YOUR TASK: Output only the stretch of the listing that starts at the line containing "height:4px; margin-top:-2px; transform-origin:0;" and ends at the line containing "width:22px; height:22px; translate:-50%", reproduced exactly with both ends.

EXERCISE MATERIALS:
= = = = = = =
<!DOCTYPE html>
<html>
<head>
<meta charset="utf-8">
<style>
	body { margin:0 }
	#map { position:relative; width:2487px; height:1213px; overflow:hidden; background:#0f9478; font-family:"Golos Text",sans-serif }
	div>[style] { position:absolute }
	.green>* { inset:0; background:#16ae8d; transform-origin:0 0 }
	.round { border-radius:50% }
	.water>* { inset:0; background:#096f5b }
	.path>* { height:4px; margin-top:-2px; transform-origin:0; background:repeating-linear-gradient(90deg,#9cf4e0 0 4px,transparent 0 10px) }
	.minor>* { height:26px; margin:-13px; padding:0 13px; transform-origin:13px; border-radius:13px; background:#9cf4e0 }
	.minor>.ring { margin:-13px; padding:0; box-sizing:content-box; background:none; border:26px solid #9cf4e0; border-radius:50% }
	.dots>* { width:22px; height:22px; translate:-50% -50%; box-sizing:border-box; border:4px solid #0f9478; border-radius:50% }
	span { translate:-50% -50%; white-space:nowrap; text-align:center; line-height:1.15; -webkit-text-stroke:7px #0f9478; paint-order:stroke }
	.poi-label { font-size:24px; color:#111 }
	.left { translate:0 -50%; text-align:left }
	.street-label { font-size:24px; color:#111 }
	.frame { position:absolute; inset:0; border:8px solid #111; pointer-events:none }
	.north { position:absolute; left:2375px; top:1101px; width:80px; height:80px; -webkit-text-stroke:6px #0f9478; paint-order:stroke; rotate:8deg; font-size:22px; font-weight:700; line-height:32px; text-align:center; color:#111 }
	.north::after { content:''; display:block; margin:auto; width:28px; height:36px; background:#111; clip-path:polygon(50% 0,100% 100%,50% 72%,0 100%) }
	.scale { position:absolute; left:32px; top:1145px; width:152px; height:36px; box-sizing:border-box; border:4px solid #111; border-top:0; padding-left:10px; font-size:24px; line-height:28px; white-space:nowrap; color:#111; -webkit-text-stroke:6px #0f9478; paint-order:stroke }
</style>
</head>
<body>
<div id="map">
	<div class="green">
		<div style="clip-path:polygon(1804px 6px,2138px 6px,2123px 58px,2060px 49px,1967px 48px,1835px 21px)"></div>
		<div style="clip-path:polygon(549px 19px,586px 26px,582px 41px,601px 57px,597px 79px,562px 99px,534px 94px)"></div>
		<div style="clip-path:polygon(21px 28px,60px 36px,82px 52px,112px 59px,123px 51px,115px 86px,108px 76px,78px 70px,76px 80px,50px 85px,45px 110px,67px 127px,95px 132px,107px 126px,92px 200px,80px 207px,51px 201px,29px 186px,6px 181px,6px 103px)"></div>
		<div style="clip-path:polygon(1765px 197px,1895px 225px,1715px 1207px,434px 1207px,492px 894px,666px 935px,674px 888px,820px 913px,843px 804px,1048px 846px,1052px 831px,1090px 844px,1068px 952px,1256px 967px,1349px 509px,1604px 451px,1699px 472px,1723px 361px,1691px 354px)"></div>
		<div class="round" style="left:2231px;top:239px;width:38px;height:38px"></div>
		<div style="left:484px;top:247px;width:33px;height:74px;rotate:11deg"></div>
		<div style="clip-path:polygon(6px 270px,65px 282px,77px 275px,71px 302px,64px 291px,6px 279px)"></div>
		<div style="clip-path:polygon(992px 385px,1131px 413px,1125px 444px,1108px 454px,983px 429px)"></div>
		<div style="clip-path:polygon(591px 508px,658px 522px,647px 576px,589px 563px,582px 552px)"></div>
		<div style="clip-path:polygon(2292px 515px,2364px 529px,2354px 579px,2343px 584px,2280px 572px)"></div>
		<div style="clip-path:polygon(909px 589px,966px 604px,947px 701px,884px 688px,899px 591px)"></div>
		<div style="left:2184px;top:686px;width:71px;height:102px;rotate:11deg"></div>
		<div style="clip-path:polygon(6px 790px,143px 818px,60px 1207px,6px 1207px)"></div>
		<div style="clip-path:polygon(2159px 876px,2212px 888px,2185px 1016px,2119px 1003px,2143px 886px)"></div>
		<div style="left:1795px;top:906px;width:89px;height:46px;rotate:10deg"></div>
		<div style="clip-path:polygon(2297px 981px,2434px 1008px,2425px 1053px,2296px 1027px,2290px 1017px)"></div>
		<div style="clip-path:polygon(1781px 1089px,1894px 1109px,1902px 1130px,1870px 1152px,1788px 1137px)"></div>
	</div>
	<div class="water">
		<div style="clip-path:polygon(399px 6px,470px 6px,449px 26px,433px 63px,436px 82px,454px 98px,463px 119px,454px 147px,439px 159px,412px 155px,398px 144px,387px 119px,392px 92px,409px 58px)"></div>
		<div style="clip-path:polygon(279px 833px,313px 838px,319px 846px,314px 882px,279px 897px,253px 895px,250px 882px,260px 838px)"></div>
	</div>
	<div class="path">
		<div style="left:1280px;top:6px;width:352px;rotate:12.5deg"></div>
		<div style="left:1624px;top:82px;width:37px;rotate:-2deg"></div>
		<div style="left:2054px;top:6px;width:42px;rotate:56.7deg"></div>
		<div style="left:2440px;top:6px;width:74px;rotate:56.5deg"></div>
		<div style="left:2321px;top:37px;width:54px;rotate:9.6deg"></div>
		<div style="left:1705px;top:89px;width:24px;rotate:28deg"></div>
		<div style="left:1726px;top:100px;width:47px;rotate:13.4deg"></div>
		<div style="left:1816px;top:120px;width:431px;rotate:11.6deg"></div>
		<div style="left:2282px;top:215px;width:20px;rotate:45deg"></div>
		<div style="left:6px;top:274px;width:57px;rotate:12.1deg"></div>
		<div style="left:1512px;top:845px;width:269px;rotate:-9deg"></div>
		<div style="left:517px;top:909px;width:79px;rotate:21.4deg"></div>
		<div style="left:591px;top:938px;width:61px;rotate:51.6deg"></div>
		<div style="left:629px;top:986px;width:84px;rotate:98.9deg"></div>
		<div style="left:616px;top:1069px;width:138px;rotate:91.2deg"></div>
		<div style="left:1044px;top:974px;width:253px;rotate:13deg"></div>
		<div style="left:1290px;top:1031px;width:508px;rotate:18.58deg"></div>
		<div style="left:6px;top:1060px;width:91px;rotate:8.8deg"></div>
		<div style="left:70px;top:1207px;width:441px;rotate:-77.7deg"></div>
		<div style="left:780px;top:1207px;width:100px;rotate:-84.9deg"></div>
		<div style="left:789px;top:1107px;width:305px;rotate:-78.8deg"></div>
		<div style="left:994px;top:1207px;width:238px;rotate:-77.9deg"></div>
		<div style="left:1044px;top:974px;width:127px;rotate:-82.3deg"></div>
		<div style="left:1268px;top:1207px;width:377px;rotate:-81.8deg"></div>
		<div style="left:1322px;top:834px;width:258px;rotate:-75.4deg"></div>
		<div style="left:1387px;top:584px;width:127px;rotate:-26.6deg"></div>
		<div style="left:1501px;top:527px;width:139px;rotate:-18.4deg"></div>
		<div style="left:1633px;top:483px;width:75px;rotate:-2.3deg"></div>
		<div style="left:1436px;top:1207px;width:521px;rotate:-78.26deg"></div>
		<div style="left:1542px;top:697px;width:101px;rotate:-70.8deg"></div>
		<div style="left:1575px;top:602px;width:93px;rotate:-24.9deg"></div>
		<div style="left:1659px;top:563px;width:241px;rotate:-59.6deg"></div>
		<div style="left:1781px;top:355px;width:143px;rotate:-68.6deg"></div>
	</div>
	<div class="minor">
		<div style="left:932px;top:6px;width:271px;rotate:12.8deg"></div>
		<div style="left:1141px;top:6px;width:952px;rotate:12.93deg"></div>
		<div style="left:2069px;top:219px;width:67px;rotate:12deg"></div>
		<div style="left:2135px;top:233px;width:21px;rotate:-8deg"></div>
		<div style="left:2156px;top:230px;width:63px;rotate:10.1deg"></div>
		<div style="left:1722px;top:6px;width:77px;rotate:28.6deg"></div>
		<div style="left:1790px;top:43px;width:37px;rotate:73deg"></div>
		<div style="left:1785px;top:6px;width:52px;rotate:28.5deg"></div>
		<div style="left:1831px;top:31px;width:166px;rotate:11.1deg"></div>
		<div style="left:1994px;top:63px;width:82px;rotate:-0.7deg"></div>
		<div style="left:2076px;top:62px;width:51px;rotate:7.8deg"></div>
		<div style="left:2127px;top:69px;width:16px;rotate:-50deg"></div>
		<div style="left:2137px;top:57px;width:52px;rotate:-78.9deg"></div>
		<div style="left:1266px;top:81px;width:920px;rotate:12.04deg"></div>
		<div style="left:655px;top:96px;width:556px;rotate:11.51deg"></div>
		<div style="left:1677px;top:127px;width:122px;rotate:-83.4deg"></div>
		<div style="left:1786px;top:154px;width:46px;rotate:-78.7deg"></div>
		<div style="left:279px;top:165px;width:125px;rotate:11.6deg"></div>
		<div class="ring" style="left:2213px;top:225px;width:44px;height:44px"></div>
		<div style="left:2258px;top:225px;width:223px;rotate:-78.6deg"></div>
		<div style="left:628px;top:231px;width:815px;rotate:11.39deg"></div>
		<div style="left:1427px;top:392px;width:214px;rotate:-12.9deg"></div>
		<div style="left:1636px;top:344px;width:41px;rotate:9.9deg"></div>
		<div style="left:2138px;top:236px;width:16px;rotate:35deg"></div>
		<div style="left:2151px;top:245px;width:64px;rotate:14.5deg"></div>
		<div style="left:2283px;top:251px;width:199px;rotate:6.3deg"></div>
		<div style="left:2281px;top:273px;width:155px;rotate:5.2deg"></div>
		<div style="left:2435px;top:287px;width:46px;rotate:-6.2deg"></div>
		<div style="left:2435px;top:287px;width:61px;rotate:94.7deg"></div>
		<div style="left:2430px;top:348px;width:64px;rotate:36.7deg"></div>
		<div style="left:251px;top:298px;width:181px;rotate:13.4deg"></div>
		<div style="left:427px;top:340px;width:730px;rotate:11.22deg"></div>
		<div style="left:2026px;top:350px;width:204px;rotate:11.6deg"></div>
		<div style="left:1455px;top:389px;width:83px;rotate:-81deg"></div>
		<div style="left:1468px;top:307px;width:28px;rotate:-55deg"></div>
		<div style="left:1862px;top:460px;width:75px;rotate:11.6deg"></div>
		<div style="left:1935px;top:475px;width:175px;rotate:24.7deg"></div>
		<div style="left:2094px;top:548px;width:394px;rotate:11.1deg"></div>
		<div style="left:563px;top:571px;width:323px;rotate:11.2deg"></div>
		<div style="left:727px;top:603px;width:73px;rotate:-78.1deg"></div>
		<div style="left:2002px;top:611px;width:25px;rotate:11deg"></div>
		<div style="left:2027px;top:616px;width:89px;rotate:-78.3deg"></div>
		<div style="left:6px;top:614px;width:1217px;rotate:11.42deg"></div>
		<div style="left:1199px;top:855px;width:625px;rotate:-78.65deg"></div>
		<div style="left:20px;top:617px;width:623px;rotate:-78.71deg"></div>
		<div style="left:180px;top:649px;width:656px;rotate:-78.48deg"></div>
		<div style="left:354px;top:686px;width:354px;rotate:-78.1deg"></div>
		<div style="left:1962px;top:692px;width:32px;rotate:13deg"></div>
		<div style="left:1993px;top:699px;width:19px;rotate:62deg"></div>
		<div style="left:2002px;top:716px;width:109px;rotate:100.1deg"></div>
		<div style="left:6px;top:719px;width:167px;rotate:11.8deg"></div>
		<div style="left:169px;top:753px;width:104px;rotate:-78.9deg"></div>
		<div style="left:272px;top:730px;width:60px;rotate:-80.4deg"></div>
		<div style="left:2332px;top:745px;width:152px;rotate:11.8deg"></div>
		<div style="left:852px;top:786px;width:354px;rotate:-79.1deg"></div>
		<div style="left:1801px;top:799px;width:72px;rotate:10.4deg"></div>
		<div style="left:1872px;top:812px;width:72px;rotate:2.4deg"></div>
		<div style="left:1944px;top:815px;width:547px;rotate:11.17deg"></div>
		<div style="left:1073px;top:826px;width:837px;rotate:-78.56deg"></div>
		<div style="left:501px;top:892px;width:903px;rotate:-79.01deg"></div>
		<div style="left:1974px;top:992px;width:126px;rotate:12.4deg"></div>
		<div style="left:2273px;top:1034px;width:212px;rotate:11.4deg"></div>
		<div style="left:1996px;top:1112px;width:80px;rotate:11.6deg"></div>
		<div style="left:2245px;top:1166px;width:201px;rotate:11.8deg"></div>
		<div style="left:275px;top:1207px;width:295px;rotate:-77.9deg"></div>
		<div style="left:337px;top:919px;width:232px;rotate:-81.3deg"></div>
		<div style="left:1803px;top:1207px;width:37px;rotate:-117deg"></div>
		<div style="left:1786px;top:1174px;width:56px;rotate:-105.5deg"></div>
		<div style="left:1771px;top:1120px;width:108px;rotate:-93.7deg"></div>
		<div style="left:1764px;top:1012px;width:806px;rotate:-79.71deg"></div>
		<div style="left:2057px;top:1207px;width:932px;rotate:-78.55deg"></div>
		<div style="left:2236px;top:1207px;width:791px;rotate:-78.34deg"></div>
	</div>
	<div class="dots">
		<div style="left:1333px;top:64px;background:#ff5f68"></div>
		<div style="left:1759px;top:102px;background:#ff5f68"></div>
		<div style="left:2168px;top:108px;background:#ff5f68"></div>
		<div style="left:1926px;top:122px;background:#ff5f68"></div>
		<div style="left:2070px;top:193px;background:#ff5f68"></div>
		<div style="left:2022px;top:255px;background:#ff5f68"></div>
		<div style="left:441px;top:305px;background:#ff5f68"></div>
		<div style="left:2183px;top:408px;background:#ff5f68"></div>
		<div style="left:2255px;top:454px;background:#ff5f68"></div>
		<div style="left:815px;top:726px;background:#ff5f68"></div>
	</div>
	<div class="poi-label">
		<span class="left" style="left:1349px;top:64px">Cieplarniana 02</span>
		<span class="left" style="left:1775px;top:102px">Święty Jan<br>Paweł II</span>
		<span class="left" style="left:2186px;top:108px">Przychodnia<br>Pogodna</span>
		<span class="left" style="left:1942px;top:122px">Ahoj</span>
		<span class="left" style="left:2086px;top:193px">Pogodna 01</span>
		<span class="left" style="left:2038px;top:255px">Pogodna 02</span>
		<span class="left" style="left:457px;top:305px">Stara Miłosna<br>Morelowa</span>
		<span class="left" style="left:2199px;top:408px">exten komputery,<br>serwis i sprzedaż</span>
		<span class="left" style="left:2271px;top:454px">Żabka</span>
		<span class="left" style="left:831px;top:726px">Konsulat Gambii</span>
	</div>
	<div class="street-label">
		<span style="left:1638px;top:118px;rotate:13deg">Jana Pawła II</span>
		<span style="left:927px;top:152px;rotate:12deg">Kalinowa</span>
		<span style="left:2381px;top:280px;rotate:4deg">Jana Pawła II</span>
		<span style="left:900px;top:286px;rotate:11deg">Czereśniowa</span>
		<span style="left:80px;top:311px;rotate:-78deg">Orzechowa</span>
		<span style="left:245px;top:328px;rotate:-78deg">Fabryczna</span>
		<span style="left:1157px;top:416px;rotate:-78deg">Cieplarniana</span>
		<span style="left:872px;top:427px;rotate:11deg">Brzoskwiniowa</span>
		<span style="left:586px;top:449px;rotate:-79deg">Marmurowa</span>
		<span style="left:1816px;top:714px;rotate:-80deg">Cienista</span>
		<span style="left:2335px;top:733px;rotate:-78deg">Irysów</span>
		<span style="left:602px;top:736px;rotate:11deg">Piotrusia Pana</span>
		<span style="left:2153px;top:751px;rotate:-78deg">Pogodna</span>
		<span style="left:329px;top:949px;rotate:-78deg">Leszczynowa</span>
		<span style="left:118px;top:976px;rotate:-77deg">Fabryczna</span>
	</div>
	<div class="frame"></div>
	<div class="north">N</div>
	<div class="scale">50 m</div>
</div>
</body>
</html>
= = = = = = =
REPLY:
	.path>* { height:4px; margin-top:-2px; transform-origin:0; background:repeating-linear-gradient(90deg,#9cf4e0 0 4px,transparent 0 10px) }
	.minor>* { height:26px; margin:-13px; padding:0 13px; transform-origin:13px; border-radius:13px; background:#9cf4e0 }
	.minor>.ring { margin:-13px; padding:0; box-sizing:content-box; background:none; border:26px solid #9cf4e0; border-radius:50% }
	.dots>* { width:22px; height:22px; translate:-50% -50%; box-sizing:border-box; border:4px solid #0f9478; border-radius:50% }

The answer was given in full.